**TRY IT**
Exactly as they appear, output all of the records. Skip any images.
╔══
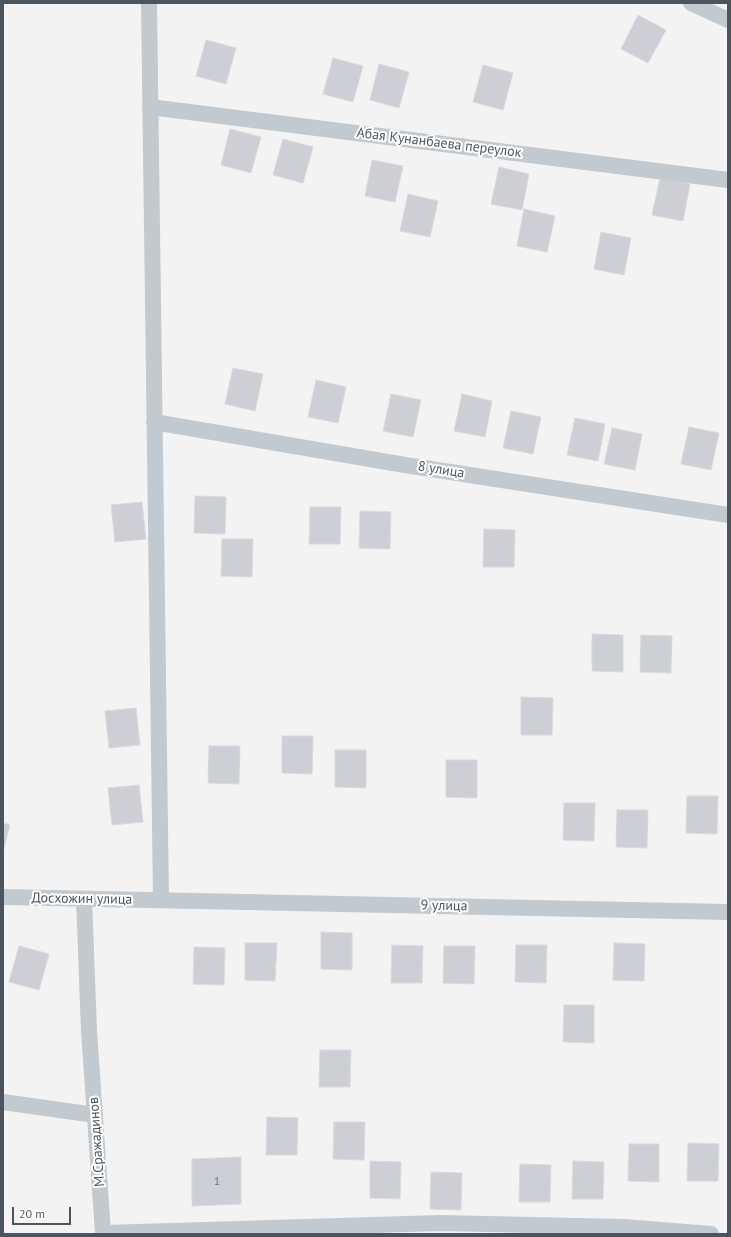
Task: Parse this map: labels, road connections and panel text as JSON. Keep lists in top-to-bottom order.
{
  "streets": {
    "street": [
      "Абая Кунанбаева переулок",
      "8 улица",
      "Досхожин улица",
      "9 улица",
      "М.Сражадинов"
    ]
  },
  "crossings": [
    ["Досхожин улица", "9 улица"],
    ["Досхожин улица", "М.Сражадинов"]
  ],
  "house_numbers": ["1"],
  "scale_bar": "20 m"
}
╚══
**OUTPUT FOR THIS EXERCISE**
Task: Parse this map: labels, road connections and panel text as JSON. Keep lists in top-to-bottom order.
{
  "streets": {
    "street": [
      "Абая Кунанбаева переулок",
      "8 улица",
      "Досхожин улица",
      "9 улица",
      "М.Сражадинов"
    ]
  },
  "crossings": [
    ["Досхожин улица", "9 улица"],
    ["Досхожин улица", "М.Сражадинов"]
  ],
  "house_numbers": ["1"],
  "scale_bar": "20 m"
}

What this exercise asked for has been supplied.